Driving instructors

Melbourne driving school for Chinese speakers apologizes for calling instructors ‘shy and weak’

A Melbourne driving school for Chinese speakers has apologized after sexist marketing on its website disparaging female instructors sparked a backlash in the local Chinese community.

“Driving school instructors are shy [and] weak,” the No. 1 driving school in Chinese wrote on its website.

“They tend to spend most of their class time on back roads, can’t do intensive training, and their students often improve very slowly.”

The school also boasted of having “zero female instructors” and “only highly experienced male instructors” for the sake of teaching quality.

The website has since been updated to remove sexist claims.

He now indicates that the driving school is recruiting two instructors.

Mel Wang saw the website in late July while browsing the internet for a driving instructor and was so angry that she took a screenshot and posted it on the Chinese social media platform Xiaohongshu.

The driving school’s website said the female driving instructors were “shy” and “weak”.(Provided)

“I don’t know what to say,” Ms. Wang wrote with the message.

“We live in 2022, don’t we? »

The school later apologized, but Ms Wang told the ABC she was not convinced the company was truly sorry.

“They took it [the copy] because so many people were reposting and looking to report them to the authorities,” she said.

“I don’t think their apologies were sincere.”

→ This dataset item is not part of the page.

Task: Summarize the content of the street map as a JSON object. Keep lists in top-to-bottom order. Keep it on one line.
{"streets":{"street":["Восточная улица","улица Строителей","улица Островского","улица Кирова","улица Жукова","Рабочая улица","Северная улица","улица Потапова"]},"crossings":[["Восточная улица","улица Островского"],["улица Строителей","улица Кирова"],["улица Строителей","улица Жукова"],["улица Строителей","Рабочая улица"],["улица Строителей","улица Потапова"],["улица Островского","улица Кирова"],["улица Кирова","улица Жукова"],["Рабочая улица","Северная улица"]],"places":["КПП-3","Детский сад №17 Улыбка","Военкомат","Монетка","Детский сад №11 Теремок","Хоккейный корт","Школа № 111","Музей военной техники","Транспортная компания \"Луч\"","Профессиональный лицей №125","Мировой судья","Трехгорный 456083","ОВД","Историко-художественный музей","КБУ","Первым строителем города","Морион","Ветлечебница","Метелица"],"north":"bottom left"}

She pointed out that after issuing its apology, the company continued to threaten legal action against people who criticized them on the Chinese social media platform that has been described as China’s answer to Instagram.

“You won’t find any excuses on their website, and many people who choose to learn with them are unaware of what happened,” Ms. Wang said.

“Very badly worded”

A spokesman for the driving school, Andrew Wang, said the company has no intention of putting down female instructors in general.

He said the comments followed an advert for a female driving instructor – who previously worked for Number 1 Driving School – who claimed women were better driving teachers than men.

Mr Wang said the sexist copy on his company’s website was “very inappropriately worded”.

“We issued an apology on Xiaohongshu, and we respect the equal rights of women in the workplace,” he said.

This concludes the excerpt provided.